All lines in the records below that hold "halo" are to be shown.

[Records excerpted from a collection]
---+---
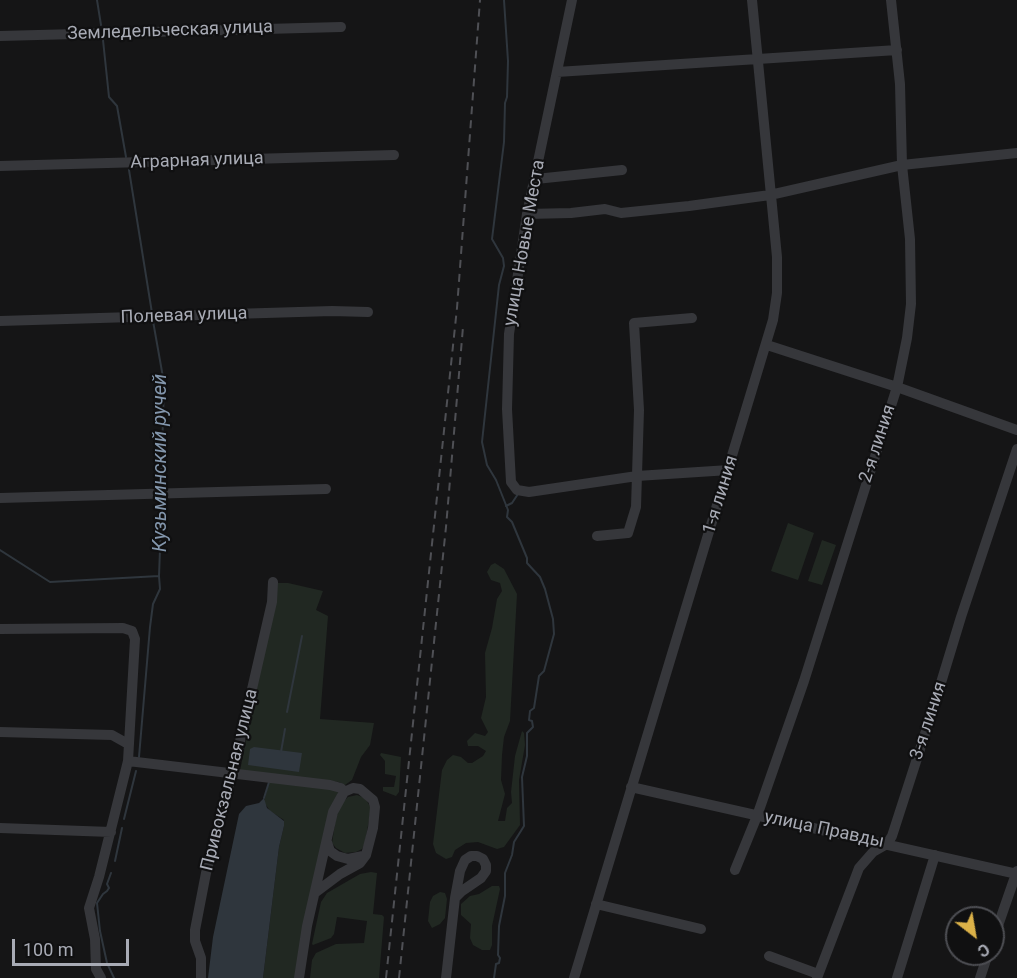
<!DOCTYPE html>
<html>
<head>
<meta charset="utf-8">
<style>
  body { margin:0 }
  #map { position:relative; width:1017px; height:978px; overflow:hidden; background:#151516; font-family:Roboto,sans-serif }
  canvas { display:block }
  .north { position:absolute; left:945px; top:906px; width:60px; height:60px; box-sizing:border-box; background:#101011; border:2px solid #4d4e53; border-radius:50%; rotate:149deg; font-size:16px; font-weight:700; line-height:24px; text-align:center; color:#a8abb5 }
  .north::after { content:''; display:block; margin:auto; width:21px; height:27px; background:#dbb148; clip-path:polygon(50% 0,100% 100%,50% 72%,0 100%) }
  .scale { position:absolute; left:12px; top:939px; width:117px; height:27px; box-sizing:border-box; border:3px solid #a8abb5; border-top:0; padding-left:8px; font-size:18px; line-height:21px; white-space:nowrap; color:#a8abb5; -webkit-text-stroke:4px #101011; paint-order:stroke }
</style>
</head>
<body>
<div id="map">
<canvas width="1017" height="978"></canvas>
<div class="north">С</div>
<div class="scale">100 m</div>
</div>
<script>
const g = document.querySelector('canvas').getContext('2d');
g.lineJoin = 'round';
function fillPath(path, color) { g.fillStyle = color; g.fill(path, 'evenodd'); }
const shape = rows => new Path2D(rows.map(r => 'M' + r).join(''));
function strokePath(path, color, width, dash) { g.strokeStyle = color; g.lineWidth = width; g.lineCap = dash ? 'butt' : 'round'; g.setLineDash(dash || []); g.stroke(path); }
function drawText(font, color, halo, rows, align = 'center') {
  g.font = font + ' Roboto,sans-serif'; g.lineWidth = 4.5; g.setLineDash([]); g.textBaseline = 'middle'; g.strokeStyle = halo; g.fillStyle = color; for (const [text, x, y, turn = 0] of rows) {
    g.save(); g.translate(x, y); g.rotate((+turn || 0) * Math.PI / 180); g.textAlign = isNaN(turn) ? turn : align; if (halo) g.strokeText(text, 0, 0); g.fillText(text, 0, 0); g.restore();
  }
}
const green = shape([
  [788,523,814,533,798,580,771,571],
  [822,540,836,545,822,585,808,581],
  [495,563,504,569,517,594,510,721,504,737,502,755,501,780,505,794,498,821,505,821,507,808,512,803,511,792,515,756,522,731,524,733,525,745,519,780,520,825,504,847,497,849,478,842,466,843,455,850,452,857,446,859,436,853,433,844,442,770,447,760,453,755,461,757,468,763,472,763,483,756,486,751,478,746,468,746,467,741,475,733,485,736,488,732,481,718,486,697,485,653,492,628,497,599,502,591,500,583,491,580,487,572,491,565],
  [276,583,288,583,323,591,316,610,328,616,320,719,374,723,370,745,361,757,352,780,345,785,339,782,244,773,240,771],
  [381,753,401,757,399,792,396,796,383,791,383,787,394,787,396,776,385,774,385,761,380,755],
  [269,782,332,788,338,792,296,978,263,978,279,847,284,826,284,820,270,811,264,802],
  [357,795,365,798,371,808,365,843,362,849,356,852,345,853,336,848,332,843,336,817,342,803,348,797],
  [371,872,377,873,373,914,382,915,384,917,379,978,310,978,312,960,316,953,336,944,364,943,367,921,337,917,334,934,331,938,313,945,312,944,321,902,327,893,360,874],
  [492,886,499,886,500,889,492,926,492,945,490,950,482,950,473,945,470,938,471,924,461,915,461,904,470,896,479,894],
  [440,892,445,893,447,899,445,918,440,924,432,928,428,921,430,902,433,896]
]);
const water = shape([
  [254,747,302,753,299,772,248,765,250,749],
  [264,798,267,808,284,821,284,826,279,847,263,978,208,978,213,937,239,814,246,806,259,803]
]);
const stream = shape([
  [97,0,101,25],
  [103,40,109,97,117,106,126,157],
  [129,170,152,313],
  [153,321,164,383,161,489],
  [506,506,512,503,518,494],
  [0,550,50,582,159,576],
  [287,712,302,636],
  [281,752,285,729],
  [139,757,150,627,153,604,160,589,159,576,162,497],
  [264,798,269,782],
  [124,819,136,771],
  [115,861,122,828],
  [111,873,107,884,109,888,107,891,103,894,97,903,100,931,107,963,114,978],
  [494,978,496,964,499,963,500,958,498,955,499,926,505,896,505,873,512,855,514,842,524,826,522,777,527,756,527,733,533,727,532,721,529,720,530,711,534,708,539,676,544,671,554,634,553,619,545,589,540,577,527,563,527,558,512,522,507,517,508,510,496,480,487,465,482,442,499,285,504,266,503,258,492,239,504,142,505,103,507,97,508,61,504,0]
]);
const minor = shape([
  [572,0,527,214,509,334,507,409,511,482,517,490,529,492,637,476,729,470],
  [0,36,341,27],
  [557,72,897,50],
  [0,166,394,155],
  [536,179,622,170],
  [527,214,571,213,605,209,621,213,689,206,770,195,902,165,1017,153],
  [0,321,332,311,368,312],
  [767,345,897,387,1017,430],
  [0,498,326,489],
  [597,536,628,533,636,507,639,410,634,323,692,318],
  [0,629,123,628,132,631,135,639,128,761,99,877,89,908,95,939,96,969,101,978],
  [0,732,112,735,128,744],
  [128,761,330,785,341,788,344,792],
  [631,787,1017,874],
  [0,828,111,832],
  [327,842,330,851,337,856,348,859,363,856],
  [735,870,757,816,804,681,897,387,907,338,911,304,910,239,902,165,900,84,891,0],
  [596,904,701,929],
  [993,940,1017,871],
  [769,956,818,974],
  [201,978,201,958,195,941,195,930,206,873,235,763,272,602,273,582],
  [299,978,307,926,333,812,344,792,353,788,360,789,373,800,375,807,373,828,366,855,360,863,340,874,316,892],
  [446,978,455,898,460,871,465,860,471,856,477,856,483,859,486,865,486,871,481,878,462,891,455,898],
  [574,978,773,320,777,293,777,257,752,0],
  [817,978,859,868,873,852,887,844,892,836,933,709,961,617,1017,449],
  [897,978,935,855],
  [980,978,988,954]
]);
const rail = shape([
  [386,978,457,308,480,0],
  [399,978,446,527,463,327]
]);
const streetNames = [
  ["Земледельческая улица",170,31,-2],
  ["Аграрная улица",197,161,-2],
  ["улица Новые Места",525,243,-80],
  ["Полевая улица",184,316,-2],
  ["2-я линия",878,444,-72],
  ["1-я линия",721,495,-73],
  ["3-я линия",929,721,-72],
  ["Привокзальная улица",230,780,-76],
  ["улица Правды",824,830,12]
];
const waterNames = [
  ["Кузьминский ручей",161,463,-90]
];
fillPath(green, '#212822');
fillPath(water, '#2f363d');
strokePath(stream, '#2f363d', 2);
strokePath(minor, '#36373b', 10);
strokePath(rail, '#4f5055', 2, [8, 6]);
drawText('18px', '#a8abb5', '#101011', streetNames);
drawText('italic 20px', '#8396ac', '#101011', waterNames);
</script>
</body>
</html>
---+---
- **OUTPUT FOR THIS TASK**:
function drawText(font, color, halo, rows, align = 'center') {
  g.font = font + ' Roboto,sans-serif'; g.lineWidth = 4.5; g.setLineDash([]); g.textBaseline = 'middle'; g.strokeStyle = halo; g.fillStyle = color; for (const [text, x, y, turn = 0] of rows) {
    g.save(); g.translate(x, y); g.rotate((+turn || 0) * Math.PI / 180); g.textAlign = isNaN(turn) ? turn : align; if (halo) g.strokeText(text, 0, 0); g.fillText(text, 0, 0); g.restore();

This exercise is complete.